Una vez cumplida esa tarea, Rafe le ordenó que metiera las pertenencias de ambos en la cabaña. La tosca puerta estaba formada por unos cuantos troncos sujetos con una mezcla de cáñamos y enredaderas, y sus dos goznes eran de piel. Annie la abrió con cuidado y tuvo que reprimir un grito de consternación. No parecía que hubiera ninguna ventana, pero la luz que entraba a través de la puerta abierta revelaba un interior cubierto de telarañas y de suciedad, y habitado por una gran variedad de insectos y pequeños animales.
– No pienso entrar ahí -exclamó horrorizada al tiempo que se giraba para enfrentarse a él-. Hay ratas, arañas y seguramente también serpientes.
Sólo por un instante, una expresión divertida sobrevoló los labios de Rafe logrando suavizar sus duros rasgos.
– Si hay ratas, puedes apostar lo que quieras a que no hay serpientes. Las serpientes se comen a las ratas.
– Este lugar está cubierto de mugre.
– Hay una chimenea -repuso él con voz llena de cansancio-. Y cuatro paredes para protegernos del frío. Si no te gusta el aspecto que tiene, entonces límpialo.
Annie empezó a decirle que podía limpiarlo él mismo, pero una simple mirada al pálido y demacrado rostro de Rafe bastó para que las palabras se detuvieran en sus labios. La culpabilidad le remordió la conciencia. ¿Cómo había podido siquiera permitirse a sí misma pensar en dejarlo morir? Era médico, y aunque era probable que la matara cuando ya no le fuera de ninguna utilidad, ella se esforzaría al máximo por curarlo. Consternada por aquellos pensamientos que la habían invadido horas antes y que suponían una traición tanto a su padre y a sí misma como a su vida entera, se juró que no lo dejaría morir.
Al examinar con más detenimiento la pequeña y mugrienta cabaña, se dio cuenta de que la magnitud de la tarea a la que se enfrentaba era tan enorme que dejó caer la cabeza totalmente desesperanzada. Intentando armarse de valor, respiró hondo e irguió los hombros. Iría poco a poco. Recogió un resistente palo del suelo y avanzó con cautela hacia el interior de la pequeña construcción. El palo le sirvió para abrirse paso entre las telarañas y para apartar de un golpe las ratoneras que iba descubriendo. Una ardilla huyó correteando y una familia de ratones salió disparada hacia todas las direcciones.
Decidida, Annie los busco con su palo. Después, metió la gruesa rama por la chimenea para sacar los viejos nidos de pájaros y asustar a algunos nuevos ocupantes que estaban fuera de su alcance. Si había otros nidos más arriba, el fuego en la chimenea alentaría a sus habitantes a evacuar la zona rápidamente.
Cuando sus ojos se ajustaron a la tenue luz, descubrió que la cabaña tenía una ventana en cada lado y que estaban cubiertas por toscas tablas que podían empujarse hacia arriba y sujetarse con un palo. Annie las abrió, dejando entrar una gran cantidad de luz que pareció alegrar la estancia, aunque, ahora que lo podía ver mejor, el interior de la cabaña se veía aún más sucio.
No había muebles, a excepción de una tosca mesa con dos patas rotas que se apoyaba en un rincón. Lo mejor que podía decirse de aquel lugar, aparte de que tenía una chimenea y cuatro paredes, como Rafe ya había señalado, era que el suelo era de madera y que, a pesar de que había rendijas entre las tablas, al menos no dormirían directamente en el suelo.

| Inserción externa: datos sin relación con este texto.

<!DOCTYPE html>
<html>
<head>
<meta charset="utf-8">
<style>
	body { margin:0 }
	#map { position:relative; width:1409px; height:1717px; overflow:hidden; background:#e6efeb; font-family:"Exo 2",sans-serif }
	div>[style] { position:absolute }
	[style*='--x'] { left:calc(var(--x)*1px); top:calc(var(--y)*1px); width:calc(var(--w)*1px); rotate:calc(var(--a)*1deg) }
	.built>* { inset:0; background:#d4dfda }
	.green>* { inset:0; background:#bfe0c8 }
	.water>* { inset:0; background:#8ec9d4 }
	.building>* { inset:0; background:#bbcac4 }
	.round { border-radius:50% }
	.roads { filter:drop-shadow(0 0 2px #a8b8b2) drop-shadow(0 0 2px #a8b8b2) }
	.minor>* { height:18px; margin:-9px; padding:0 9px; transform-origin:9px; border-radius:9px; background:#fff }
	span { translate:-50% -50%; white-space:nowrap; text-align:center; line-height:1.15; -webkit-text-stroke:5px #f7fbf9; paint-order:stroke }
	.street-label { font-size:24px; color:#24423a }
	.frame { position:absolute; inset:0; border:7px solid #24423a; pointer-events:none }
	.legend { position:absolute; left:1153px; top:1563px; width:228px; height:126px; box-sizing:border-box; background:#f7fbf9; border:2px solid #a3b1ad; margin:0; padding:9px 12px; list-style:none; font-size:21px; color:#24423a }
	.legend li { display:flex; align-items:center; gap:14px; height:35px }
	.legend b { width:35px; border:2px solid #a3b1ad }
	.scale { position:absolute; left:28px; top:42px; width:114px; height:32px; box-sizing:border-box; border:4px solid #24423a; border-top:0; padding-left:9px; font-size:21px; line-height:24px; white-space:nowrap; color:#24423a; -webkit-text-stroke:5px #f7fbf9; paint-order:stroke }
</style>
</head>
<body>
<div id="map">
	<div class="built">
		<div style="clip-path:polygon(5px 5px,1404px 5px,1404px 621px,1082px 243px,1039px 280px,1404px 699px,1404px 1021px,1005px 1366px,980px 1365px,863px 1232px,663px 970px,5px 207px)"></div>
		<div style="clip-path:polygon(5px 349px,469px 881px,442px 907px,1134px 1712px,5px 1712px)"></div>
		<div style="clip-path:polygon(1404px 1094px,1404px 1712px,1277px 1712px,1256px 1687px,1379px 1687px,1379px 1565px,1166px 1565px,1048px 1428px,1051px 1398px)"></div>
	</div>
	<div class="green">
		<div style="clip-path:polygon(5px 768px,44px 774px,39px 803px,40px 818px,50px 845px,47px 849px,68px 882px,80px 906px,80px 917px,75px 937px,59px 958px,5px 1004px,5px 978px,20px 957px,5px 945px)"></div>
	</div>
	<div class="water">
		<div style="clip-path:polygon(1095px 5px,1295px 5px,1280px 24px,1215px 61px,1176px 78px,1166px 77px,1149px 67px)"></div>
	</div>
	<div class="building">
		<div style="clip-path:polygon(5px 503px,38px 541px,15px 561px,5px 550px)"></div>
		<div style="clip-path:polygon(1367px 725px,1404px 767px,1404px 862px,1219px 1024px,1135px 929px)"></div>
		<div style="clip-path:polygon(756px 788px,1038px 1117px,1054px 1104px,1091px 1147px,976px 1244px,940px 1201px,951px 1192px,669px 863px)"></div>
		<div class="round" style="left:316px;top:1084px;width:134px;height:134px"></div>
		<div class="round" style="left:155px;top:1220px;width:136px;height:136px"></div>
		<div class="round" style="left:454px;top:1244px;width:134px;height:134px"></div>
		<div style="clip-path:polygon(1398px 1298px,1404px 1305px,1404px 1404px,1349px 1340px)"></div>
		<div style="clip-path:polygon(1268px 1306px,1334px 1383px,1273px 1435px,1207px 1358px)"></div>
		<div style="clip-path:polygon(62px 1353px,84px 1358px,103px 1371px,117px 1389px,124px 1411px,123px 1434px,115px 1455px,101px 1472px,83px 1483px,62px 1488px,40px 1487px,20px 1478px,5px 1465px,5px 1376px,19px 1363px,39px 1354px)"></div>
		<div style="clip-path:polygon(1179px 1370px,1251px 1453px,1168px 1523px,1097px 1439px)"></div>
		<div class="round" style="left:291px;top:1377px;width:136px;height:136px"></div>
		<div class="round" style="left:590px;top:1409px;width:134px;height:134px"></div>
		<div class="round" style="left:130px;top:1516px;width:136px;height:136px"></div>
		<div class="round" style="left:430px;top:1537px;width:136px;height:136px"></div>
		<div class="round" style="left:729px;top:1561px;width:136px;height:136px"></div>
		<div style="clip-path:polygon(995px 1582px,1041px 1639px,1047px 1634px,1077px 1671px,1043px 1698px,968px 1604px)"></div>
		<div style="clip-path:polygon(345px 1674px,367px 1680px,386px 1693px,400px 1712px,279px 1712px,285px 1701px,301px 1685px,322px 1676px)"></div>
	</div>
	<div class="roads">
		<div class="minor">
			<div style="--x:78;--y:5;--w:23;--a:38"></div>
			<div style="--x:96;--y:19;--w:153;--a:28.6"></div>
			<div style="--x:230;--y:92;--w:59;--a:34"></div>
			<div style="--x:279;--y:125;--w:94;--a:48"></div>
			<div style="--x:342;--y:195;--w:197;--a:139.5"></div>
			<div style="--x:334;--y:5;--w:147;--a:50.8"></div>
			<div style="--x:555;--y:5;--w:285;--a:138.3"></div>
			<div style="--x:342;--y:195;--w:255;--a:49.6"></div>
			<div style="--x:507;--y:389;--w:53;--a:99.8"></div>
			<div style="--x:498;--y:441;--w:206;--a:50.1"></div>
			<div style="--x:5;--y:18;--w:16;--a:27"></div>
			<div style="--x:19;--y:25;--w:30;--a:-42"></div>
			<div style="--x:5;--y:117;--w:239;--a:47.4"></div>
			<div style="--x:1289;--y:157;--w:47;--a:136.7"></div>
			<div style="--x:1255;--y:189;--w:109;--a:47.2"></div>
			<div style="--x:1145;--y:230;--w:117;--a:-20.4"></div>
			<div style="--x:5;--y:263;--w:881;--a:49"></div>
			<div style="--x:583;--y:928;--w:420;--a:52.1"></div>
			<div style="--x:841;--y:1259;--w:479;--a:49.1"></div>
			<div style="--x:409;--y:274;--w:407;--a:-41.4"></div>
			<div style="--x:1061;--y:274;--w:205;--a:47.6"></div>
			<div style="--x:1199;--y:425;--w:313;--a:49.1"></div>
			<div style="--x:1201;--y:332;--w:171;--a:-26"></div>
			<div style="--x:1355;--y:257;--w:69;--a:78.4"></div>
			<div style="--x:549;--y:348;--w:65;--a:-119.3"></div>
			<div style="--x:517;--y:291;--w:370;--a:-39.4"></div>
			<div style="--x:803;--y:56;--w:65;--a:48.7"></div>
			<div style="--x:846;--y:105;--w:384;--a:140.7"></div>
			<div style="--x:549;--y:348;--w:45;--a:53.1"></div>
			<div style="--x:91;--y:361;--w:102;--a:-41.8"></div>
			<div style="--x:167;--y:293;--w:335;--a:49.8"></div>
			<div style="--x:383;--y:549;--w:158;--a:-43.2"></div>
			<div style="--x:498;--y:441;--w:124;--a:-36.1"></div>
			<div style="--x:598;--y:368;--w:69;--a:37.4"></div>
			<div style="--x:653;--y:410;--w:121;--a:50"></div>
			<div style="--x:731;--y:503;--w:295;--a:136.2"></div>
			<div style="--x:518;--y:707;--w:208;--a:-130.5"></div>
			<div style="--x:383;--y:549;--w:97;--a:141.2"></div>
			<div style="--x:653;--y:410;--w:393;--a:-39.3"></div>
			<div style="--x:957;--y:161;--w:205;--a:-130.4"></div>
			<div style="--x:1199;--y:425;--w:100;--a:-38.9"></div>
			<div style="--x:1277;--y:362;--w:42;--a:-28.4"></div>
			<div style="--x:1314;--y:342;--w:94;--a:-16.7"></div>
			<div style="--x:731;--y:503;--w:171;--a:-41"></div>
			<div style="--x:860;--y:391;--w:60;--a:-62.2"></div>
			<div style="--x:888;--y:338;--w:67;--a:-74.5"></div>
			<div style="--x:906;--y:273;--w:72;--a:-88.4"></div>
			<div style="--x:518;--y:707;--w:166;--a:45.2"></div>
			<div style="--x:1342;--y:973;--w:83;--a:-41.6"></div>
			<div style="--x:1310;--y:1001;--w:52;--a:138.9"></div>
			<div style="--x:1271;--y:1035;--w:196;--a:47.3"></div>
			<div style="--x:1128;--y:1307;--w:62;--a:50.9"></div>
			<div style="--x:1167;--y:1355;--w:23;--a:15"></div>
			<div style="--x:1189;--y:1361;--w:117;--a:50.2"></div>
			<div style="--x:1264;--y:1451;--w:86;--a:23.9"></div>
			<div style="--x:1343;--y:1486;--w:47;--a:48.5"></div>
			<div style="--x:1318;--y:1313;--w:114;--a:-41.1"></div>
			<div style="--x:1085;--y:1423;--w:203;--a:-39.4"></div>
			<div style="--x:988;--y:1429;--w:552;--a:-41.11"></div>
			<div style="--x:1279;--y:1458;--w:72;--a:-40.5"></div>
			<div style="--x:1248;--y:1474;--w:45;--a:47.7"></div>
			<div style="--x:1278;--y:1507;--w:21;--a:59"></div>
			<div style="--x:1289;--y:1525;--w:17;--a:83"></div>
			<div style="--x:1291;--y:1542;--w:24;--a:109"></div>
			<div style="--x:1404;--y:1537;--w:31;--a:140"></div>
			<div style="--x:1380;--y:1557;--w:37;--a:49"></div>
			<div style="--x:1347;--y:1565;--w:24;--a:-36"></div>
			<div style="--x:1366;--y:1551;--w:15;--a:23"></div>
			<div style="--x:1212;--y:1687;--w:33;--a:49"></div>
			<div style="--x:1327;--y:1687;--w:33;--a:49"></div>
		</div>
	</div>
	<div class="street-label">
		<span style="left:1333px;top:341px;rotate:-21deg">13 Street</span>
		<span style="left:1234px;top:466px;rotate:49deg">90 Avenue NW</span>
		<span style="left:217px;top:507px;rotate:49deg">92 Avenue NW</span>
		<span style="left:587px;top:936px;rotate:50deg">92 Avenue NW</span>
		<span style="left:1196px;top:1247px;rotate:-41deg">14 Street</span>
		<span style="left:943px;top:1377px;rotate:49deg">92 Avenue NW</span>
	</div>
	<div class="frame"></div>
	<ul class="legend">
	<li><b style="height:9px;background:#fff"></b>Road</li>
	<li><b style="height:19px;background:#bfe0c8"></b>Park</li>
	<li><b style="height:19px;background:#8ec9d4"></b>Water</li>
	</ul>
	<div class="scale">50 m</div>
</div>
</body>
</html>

Sabiendo que era la forma más rápida de conseguir un mínimo de habitabilidad, Annie cargó cubos de agua desde el arroyo y limpió el interior de la cabaña con abundante agua, ya que contaba con que el líquido se escurriría a través de las rendijas. Mientras se secaba el suelo, apiló leña y astillas junto al hogar. Durante todo el proceso, Rafe no la perdió de vista ni un minuto, aunque la joven estaba asombrada de que todavía pudiera seguir en pie. Cada vez que lo miraba le parecía que estaba aún más pálido.
Finalmente, la cabaña estuvo lo bastante limpia como para que no le horrorizara la idea de dormir en ella, y parecía que había logrado derrotar a los otros ocupantes. Aprovechando que todavía tenía fuerzas, Annie arrastró las sillas de montar y las provisiones hasta el interior, e hizo un viaje más al arroyo para llenar el cubo y la cantimplora.